* [The input]
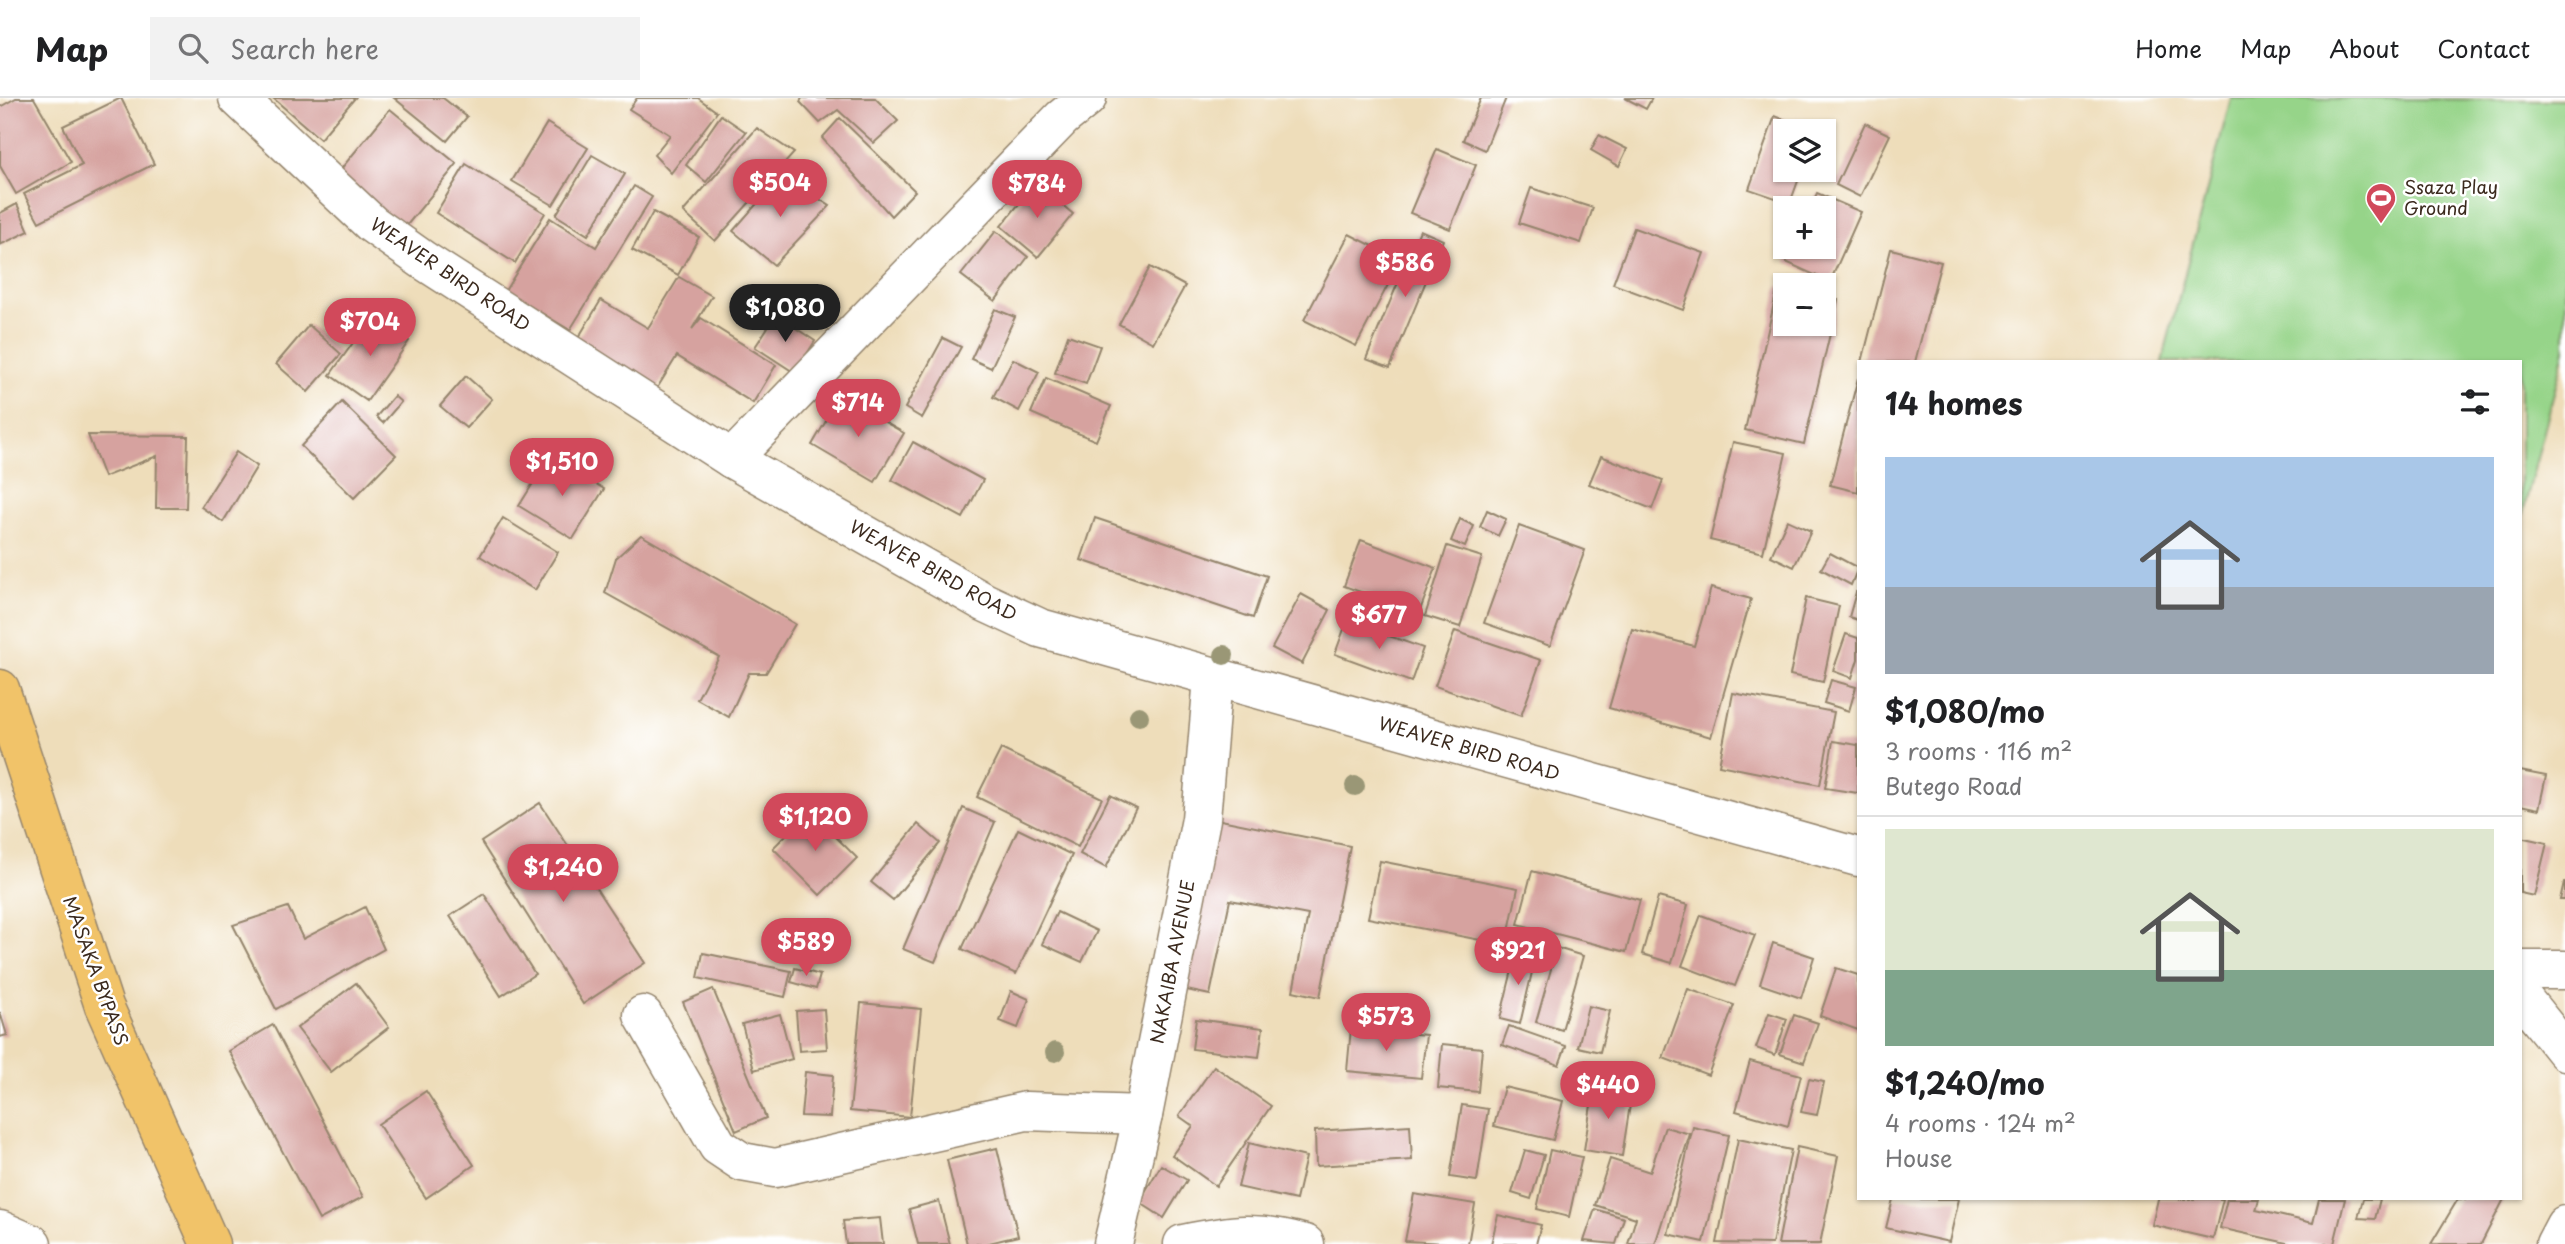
<!DOCTYPE html>
<meta charset="utf-8">
<style>
body{margin:0;font-family:"Playpen Sans",sans-serif;background:#f2f2f2;color:#202124;height:100vh;display:flex;flex-direction:column;font-size:26px;white-space:nowrap}
*{box-sizing:border-box;margin:0}
p{font-size:23px;color:#757577}
.icon{flex:none;width:38px;height:38px;fill:none;stroke:currentColor;stroke-width:2;stroke-linecap:round;stroke-linejoin:round}
.map{position:relative;flex:1;overflow:hidden}
.drawer{position:absolute;left:1857px;top:262px;width:665px;height:840px;display:flex;flex-direction:column;background:#fff;border-radius:0px;box-shadow:0 2px 5px #0004}
.drawer>*{flex:none}
.controls{position:absolute;left:1773px;top:21px;display:grid;gap:14px}
.controls a{display:grid;place-items:center;width:63px;height:63px;border-radius:0px;background:#fff;box-shadow:0 2px 5px #0004;font-size:35px}
.price{position:absolute;translate:-50% -60px;padding:0 16px;border-radius:24px;background:#d1495b;color:#fff;font-size:23px;line-height:46px;filter:drop-shadow(0 2px 4px #0008)}
.price::after{content:'';position:absolute;left:50%;top:42px;width:21px;height:16px;margin-left:-10px;background:inherit;clip-path:polygon(0 0,100% 0,50% 100%)}
.price.on{background:#222;color:#fff}
ul{padding:0;list-style:none}
li{display:grid;align-content:center;gap:14px;height:371px;padding:0 28px}
li+li{border-top:2px solid #e0e0e0}
li span{display:grid;place-items:center;height:217px;border-radius:0px;color:#555}
li>.icon{margin-inline-start:auto}
span .icon{width:126px;height:126px;fill:#fffc;stroke-width:1}
li b{font-size:30px}
h2{display:flex;justify-content:space-between;align-items:center;height:84px;padding:0 28px;font-size:30px}
header{display:flex;align-items:center;gap:42px;box-sizing:border-box;height:98px;padding:0 35px;background:#fff;border-bottom:2px solid #e0e0e0}
header strong{font-size:33px}
nav{display:flex;gap:38px;margin-inline-start:auto;font-size:24px}
.search{width:490px;height:63px;background:#f2f2f2;display:flex;align-items:center;gap:18px;box-sizing:border-box;padding:0 24px;border-radius:0px;color:#757577;font-size:26px}
.map>svg:first-child{display:block}
.green{fill:#96d489;stroke:#687f54;stroke-width:2}
.building{fill:#d6a29f}
.lines{fill:none;stroke-linecap:round;stroke-linejoin:round}
.minor-casing{stroke:#94846c;stroke-width:41}
.highway-casing{stroke:#94846c;stroke-width:41}
.minor{stroke:#fff;stroke-width:38}
.highway{stroke:#f1c369;stroke-width:38}
.tree{fill:#9a9776}
.labels{text-anchor:middle;stroke-width:5;stroke-linejoin:round;paint-order:stroke}
.poi-label{font-size:18px;fill:#3b2a1e;stroke:#fff;text-anchor:start}
.street-label{font-size:18px;fill:#3b2a1e;stroke:#fff}
</style>
<header>
<strong>Map</strong>
<div class="search"><svg class="icon" aria-label="search" viewBox="0 0 24 24"><circle cx="10" cy="10" r="6"/><path d="M15 15l6 6"/></svg>Search here</div>
<nav><a>Home</a><a>Map</a><a>About</a><a>Contact</a></nav>
</header>
<div class="map">
<svg width="2565" height="1146" viewBox="0 0 2565 1146">
<rect width="100%" height="100%" fill="#fff"/>
<filter id="ink" filterUnits="userSpaceOnUse"><feTurbulence type="fractalNoise" baseFrequency=".0143" numOctaves="2"/><feDisplacementMap in="SourceGraphic" scale="14" xChannelSelector="R" yChannelSelector="G"/><feConvolveMatrix kernelMatrix="1 2 1 2 8 2 1 2 1" color-interpolation-filters="sRGB"/></filter>
<filter id="wash" filterUnits="userSpaceOnUse"><feTurbulence type="fractalNoise" baseFrequency=".00686" numOctaves="4" result="noise"/><feDisplacementMap in="SourceGraphic" scale="28" xChannelSelector="R" yChannelSelector="G"/><feGaussianBlur stdDeviation="1.57" result="paint"/><feColorMatrix in="noise" values="0 0 0 0 0 0 0 0 0 0 0 0 0 0 0 0 0 1.4 0 .05"/><feComposite in="paint" operator="in"/></filter>
<g filter="url(#wash)">
<rect width="100%" height="100%" fill="#eeddba"/>
<!-- green -->
<polygon class="green" points="2231,0 2565,2 2565,252 2520,426 2520,264 2162,264"/>
<g id="blocks">
<!-- building -->
<g class="building">
<polygon points="16,0 34,0 71,64 16,96 0,68 0,9"/>
<polygon points="121,0 154,66 39,124 24,96 82,67 63,28"/>
<polygon points="273,0 355,0 320,41"/>
<polygon points="394,0 443,0 467,19 447,43"/>
<polygon points="637,0 698,0 717,14 671,75 654,57 670,37 629,11"/>
<polygon points="802,0 875,0 898,23 874,45 838,12 820,25 800,4"/>
<polygon points="1481,0 1506,0 1485,52 1463,42"/>
<polygon points="1625,0 1652,0 1646,11"/>
<polygon points="390,11 457,66 403,132 336,77"/>
<polygon points="721,17 746,34 706,84 686,67"/>
<polygon points="1775,18 1814,33 1785,33 1785,72 1802,72 1790,105 1749,91"/>
<polygon points="840,20 915,93 891,118 822,40"/>
<polygon points="547,25 588,50 553,107 512,83"/>
<polygon points="1865,25 1890,37 1860,99 1836,87"/>
<polygon points="757,30 794,55 715,143 683,114"/>
<polygon points="1599,37 1627,51 1619,68 1591,52"/>
<polygon points="1437,51 1476,67 1450,131 1410,115"/>
<polygon points="592,57 625,76 588,137 556,117"/>
<polygon points="466,66 545,115 515,165 436,115"/>
<polygon points="782,77 830,108 774,167 733,133"/>
<polygon points="1036,85 1073,116 1038,159 1001,128"/>
<polygon points="634,88 652,99 570,232 505,193 550,120 596,149"/>
<polygon points="1531,90 1593,110 1581,145 1519,125"/>
<polygon points="1817,95 1861,114 1830,184 1786,164 1793,149 1824,149 1824,110 1810,110"/>
<polygon points="17,106 29,133 0,147 0,115"/>
<polygon points="653,114 699,139 678,177 632,152"/>
<polygon points="1634,130 1704,155 1683,212 1613,186"/>
<polygon points="1420,132 1443,142 1390,270 1366,261"/>
<polygon points="996,133 1028,159 995,203 961,177"/>
<polygon points="1349,136 1401,162 1356,248 1304,222"/>
<polygon points="1891,151 1941,164 1915,264 1862,264"/>
<polygon points="1150,169 1185,188 1153,245 1119,226"/>
<polygon points="679,179 712,198 692,231 701,220 776,267 753,305 677,258 651,300 571,252 601,202 648,230"/>
<polygon points="1778,188 1785,189 1785,226 1824,226 1824,198 1838,202 1804,346 1745,332"/>
<polygon points="995,211 1015,219 991,270 971,261"/>
<polygon points="373,217 409,243 367,303 330,277"/>
<polygon points="776,217 815,243 795,275 755,249"/>
<polygon points="309,227 341,256 308,294 276,266"/>
<polygon points="1068,237 1100,248 1086,286 1055,275"/>
<polygon points="943,240 961,249 922,320 905,310"/>
<polygon points="1013,261 1039,274 1019,313 993,299"/>
<polygon points="466,278 492,301 466,330 440,308"/>
<polygon points="1046,280 1111,308 1096,343 1031,315"/>
<polygon points="1858,280 1858,394 1830,387"/>
<polygon points="394,298 401,304 383,325 376,319"/>
<polygon points="840,299 904,335 875,384 812,347"/>
<polygon points="342,304 396,357 354,400 301,348"/>
<polygon points="88,337 188,338 186,410 156,410 157,358 104,379"/>
<polygon points="913,344 983,382 963,420 892,382"/>
<polygon points="1733,344 1786,355 1763,455 1710,442"/>
<polygon points="236,354 257,368 223,424 201,409"/>
<polygon points="550,358 604,391 573,441 519,408"/>
<polygon points="1601,358 1663,382 1652,411 1589,386"/>
<polygon points="1487,412 1506,421 1498,438 1480,429"/>
<polygon points="503,420 558,454 535,492 480,458"/>
<polygon points="1095,420 1267,478 1253,520 1081,462"/>
<polygon points="1460,421 1474,428 1465,449 1451,443"/>
<polygon points="1787,422 1811,433 1794,469 1771,458"/>
<polygon points="1519,428 1585,452 1550,548 1484,525"/>
<polygon points="641,437 795,526 766,575 749,575 729,619 697,601 719,559 605,495 616,460"/>
<polygon points="1361,442 1436,470 1419,515 1344,488"/>
<polygon points="1447,448 1482,459 1460,529 1425,518"/>
<polygon points="1830,455 1858,470 1851,487 1821,471"/>
<polygon points="1711,490 1751,501 1711,639 1609,610 1632,531 1694,548"/>
<polygon points="1856,494 1858,494 1858,522 1849,519"/>
<polygon points="1301,496 1330,512 1302,566 1272,550"/>
<polygon points="1806,500 1839,508 1823,584 1790,577"/>
<polygon points="1347,523 1423,550 1411,584 1335,556"/>
<polygon points="1455,533 1541,562 1521,618 1435,588"/>
<polygon points="1846,536 1858,540 1858,561 1852,580 1833,573"/>
<polygon points="1831,582 1856,589 1849,613 1824,605"/>
<polygon points="1733,595 1834,614 1820,687 1719,667"/>
<polygon points="1833,643 1858,647 1858,695 1825,690"/>
<polygon points="1001,651 1102,700 1078,749 977,699"/>
<polygon points="2520,673 2546,678 2539,711 2520,707"/>
<polygon points="1110,697 1136,710 1106,770 1080,756"/>
<polygon points="540,705 645,865 583,906 481,744"/>
<polygon points="963,710 995,724 935,864 903,851"/>
<polygon points="810,713 857,760 820,797 773,750"/>
<polygon points="1216,721 1350,748 1320,899 1293,893 1308,817 1230,802 1210,897 1182,891"/>
<polygon points="918,726 940,745 893,802 871,784"/>
<polygon points="1018,731 1072,757 1016,876 962,851"/>
<polygon points="2520,739 2547,745 2534,798 2520,795"/>
<polygon points="1380,763 1518,790 1506,847 1368,820"/>
<polygon points="1532,773 1640,802 1626,854 1518,826"/>
<polygon points="2564,784 2565,784 2565,802 2560,802"/>
<polygon points="484,796 535,876 501,898 450,818"/>
<polygon points="1658,799 1688,807 1672,865 1642,856"/>
<polygon points="288,809 303,841 365,809 384,851 276,911 233,827"/>
<polygon points="1057,814 1097,833 1082,864 1042,846"/>
<polygon points="1701,817 1755,837 1735,888 1682,868"/>
<polygon points="1773,845 1814,859 1801,900 1760,886"/>
<polygon points="1557,850 1583,858 1562,932 1536,924"/>
<polygon points="1517,852 1536,857 1520,926 1500,921"/>
<polygon points="703,855 791,873 785,899 698,880"/>
<polygon points="795,870 820,877 816,891 791,884"/>
<polygon points="1836,870 1858,877 1858,932 1820,918"/>
<polygon points="356,885 389,929 331,974 297,930"/>
<polygon points="713,891 766,1020 736,1033 683,904"/>
<polygon points="1688,891 1734,907 1708,977 1663,960"/>
<polygon points="1011,893 1029,901 1018,930 1000,923"/>
<polygon points="861,905 921,911 910,1019 850,1013"/>
<polygon points="1588,908 1610,913 1600,954 1578,949"/>
<polygon points="824,911 827,951 799,953 796,913"/>
<polygon points="0,914 7,937 0,939"/>
<polygon points="1769,915 1787,921 1775,957 1756,950"/>
<polygon points="780,916 792,961 754,972 742,926"/>
<polygon points="1794,917 1818,925 1804,964 1780,956"/>
<polygon points="1196,921 1263,930 1259,959 1192,951"/>
<polygon points="273,927 363,1099 319,1122 229,953"/>
<polygon points="1509,928 1566,948 1559,967 1502,947"/>
<polygon points="1351,930 1426,937 1421,980 1347,973"/>
<polygon points="1442,946 1482,950 1478,994 1438,990"/>
<polygon points="1750,963 1801,977 1788,1028 1736,1013"/>
<polygon points="1214,968 1271,1008 1216,1088 1172,1057 1193,1028 1179,1018"/>
<polygon points="805,974 833,977 830,1019 801,1018"/>
<polygon points="1809,981 1824,984 1817,1017 1801,1014"/>
<polygon points="1594,988 1632,994 1622,1058 1584,1052"/>
<polygon points="1504,989 1563,1003 1553,1042 1494,1028"/>
<polygon points="426,993 474,1067 426,1100 378,1026"/>
<polygon points="1462,1007 1488,1011 1477,1083 1450,1079"/>
<polygon points="1410,1027 1412,1062 1316,1068 1315,1033"/>
<polygon points="1665,1029 1690,1036 1655,1146 1628,1146 1636,1120 1595,1107 1610,1061 1650,1074"/>
<polygon points="1693,1029 1729,1037 1704,1144 1668,1136"/>
<polygon points="1738,1041 1791,1052 1772,1146 1717,1145"/>
<polygon points="1249,1045 1306,1059 1296,1102 1238,1089"/>
<polygon points="1797,1049 1838,1058 1820,1146 1778,1146"/>
<polygon points="997,1050 1018,1138 985,1146 967,1146 947,1062"/>
<polygon points="1525,1052 1544,1057 1531,1101 1512,1095"/>
<polygon points="1550,1052 1582,1059 1569,1119 1537,1111"/>
<polygon points="1161,1067 1187,1082 1164,1120 1139,1104"/>
<polygon points="1414,1096 1475,1106 1468,1146 1405,1143"/>
<polygon points="1893,1101 1959,1101 1949,1144 1886,1130"/>
<polygon points="2158,1101 2223,1101 2213,1141 2152,1127"/>
<polygon points="2227,1101 2259,1101 2256,1112 2313,1125 2319,1101 2345,1101 2334,1146 2291,1146 2220,1130"/>
<polygon points="2363,1101 2380,1101 2375,1121 2358,1120"/>
<polygon points="2458,1101 2504,1101 2481,1146 2431,1146"/>
<polygon points="939,1103 950,1146 918,1146 909,1111"/>
<polygon points="1595,1111 1624,1120 1616,1146 1584,1143"/>
<polygon points="1498,1117 1541,1127 1536,1146 1491,1146"/>
<polygon points="880,1120 883,1146 846,1146 843,1123"/>
</g>
</g>
</g>
<g filter="url(#ink)">
<use href="#blocks" fill-opacity="0" stroke="#94846c" stroke-width="2"/>
<g class="lines">
<!-- minor casing -->
<g class="minor-casing">
<g id="minor">
<polyline points="238,0 372,126 423,162 732,361 984,504 1040,530 1858,759"/>
<polyline points="732,361 1062,20 1087,0"/>
<polyline points="2520,872 2565,872"/>
<polyline points="2520,897 2565,953"/>
<polyline points="643,917 718,1048 742,1064 775,1070 1026,1013 1143,1017"/>
<polyline points="0,1132 32,1146"/>
<polyline points="1113,1146 1143,1017 1201,721 1213,580"/>
<path d="M 1183,1146 C 1232,1136 1256,1132 1305,1146"/>
<polyline points="2555,1146 2565,1127"/>
</g>
</g>
<!-- highway casing -->
<g class="highway-casing">
<polyline id="highway" points="0,591 104,908 210,1146"/>
</g>
<!-- minor -->
<use href="#minor" class="minor"/>
<!-- highway -->
<use href="#highway" class="highway"/>
</g>
<!-- trees -->
<g class="tree">
<circle cx="1224" cy="557" r="10"/>
<circle cx="1139" cy="618" r="10"/>
<circle cx="1355" cy="688" r="10"/>
<circle cx="1055" cy="954" r="10"/>
</g>
</g>
<!-- icons -->
<defs>
<g id="stadium-pin" transform="scale(1.575)"><path d="M0 17L-7.5 6A9.5 9.5 0 1 1 7.5 6Z" fill="#d1495b" stroke="#fff"/><path d="M0-5a6.5 5 0 1 0 0 10a6.5 5 0 1 0 0-10ZM-3.5-1.8h7v3.6h-7Z" fill="#fff"/></g>
</defs>
<g fill-rule="evenodd">
<use href="#stadium-pin" x="2381" y="100"/>
</g>
<g class="labels">
<!-- poi labels -->
<g class="poi-label">
<text x="2404" y="96">Ssaza Play<tspan x="2404" dy="21">Ground</tspan></text>
</g>
<!-- street labels -->
<g class="street-label">
<text transform="translate(450 177) rotate(34)" y="6">WEAVER BIRD ROAD</text>
<text transform="translate(933 473) rotate(29)" y="6">WEAVER BIRD ROAD</text>
<text transform="translate(1469 651) rotate(16)" y="6">WEAVER BIRD ROAD</text>
<text transform="translate(1173 864) rotate(-79)" y="6">NAKAIBA AVENUE</text>
<text transform="translate(95 873) rotate(70)" y="6">MASAKA BYPASS</text>
</g>
</g>
</svg>
<div class="controls">
<a><svg class="icon" aria-label="layers" viewBox="0 0 24 24"><path d="M12 4l9 5-9 5-9-5zM3 14l9 5 9-5"/></svg></a>
<a>+</a>
<a>−</a>
</div>
<b class="price" style="left:780px;top:121px">$504</b>
<b class="price" style="left:1037px;top:122px">$784</b>
<b class="price" style="left:1405px;top:201px">$586</b>
<b class="price on" style="left:785px;top:246px">$1,080</b>
<b class="price" style="left:370px;top:260px">$704</b>
<b class="price" style="left:858px;top:341px">$714</b>
<b class="price" style="left:562px;top:400px">$1,510</b>
<b class="price" style="left:1379px;top:553px">$677</b>
<b class="price" style="left:815px;top:755px">$1,120</b>
<b class="price" style="left:563px;top:806px">$1,240</b>
<b class="price" style="left:806px;top:880px">$589</b>
<b class="price" style="left:1518px;top:889px">$921</b>
<b class="price" style="left:1386px;top:955px">$573</b>
<b class="price" style="left:1608px;top:1023px">$440</b>
<section class="drawer">
<h2>14 homes<svg class="icon" aria-label="filters" viewBox="0 0 24 24"><path d="M4 7h16M4 17h16"/><circle cx="9" cy="7" r="2"/><circle cx="15" cy="17" r="2"/></svg></h2>
<ul>
<li><span style="background:linear-gradient(#a9c7e8 60%,#9aa5b1 0)"><svg class="icon" aria-label="home" viewBox="0 0 24 24"><path d="M3 11l9-7 9 7M6 9v11h12V9"/></svg></span><div><b>$1,080/mo</b><p>3 rooms · 116 m²</p><p>Butego Road</p></div></li>
<li><span style="background:linear-gradient(#dfe7d0 65%,#7fa58c 0)"><svg class="icon" aria-label="home" viewBox="0 0 24 24"><path d="M3 11l9-7 9 7M6 9v11h12V9"/></svg></span><div><b>$1,240/mo</b><p>4 rooms · 124 m²</p><p>House</p></div></li>
</ul>
</section>
</div>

* [Problem] Filter the listing above for the string "shadow" and copy every matching line.

* [Problem solution]
.drawer{position:absolute;left:1857px;top:262px;width:665px;height:840px;display:flex;flex-direction:column;background:#fff;border-radius:0px;box-shadow:0 2px 5px #0004}
.controls a{display:grid;place-items:center;width:63px;height:63px;border-radius:0px;background:#fff;box-shadow:0 2px 5px #0004;font-size:35px}
.price{position:absolute;translate:-50% -60px;padding:0 16px;border-radius:24px;background:#d1495b;color:#fff;font-size:23px;line-height:46px;filter:drop-shadow(0 2px 4px #0008)}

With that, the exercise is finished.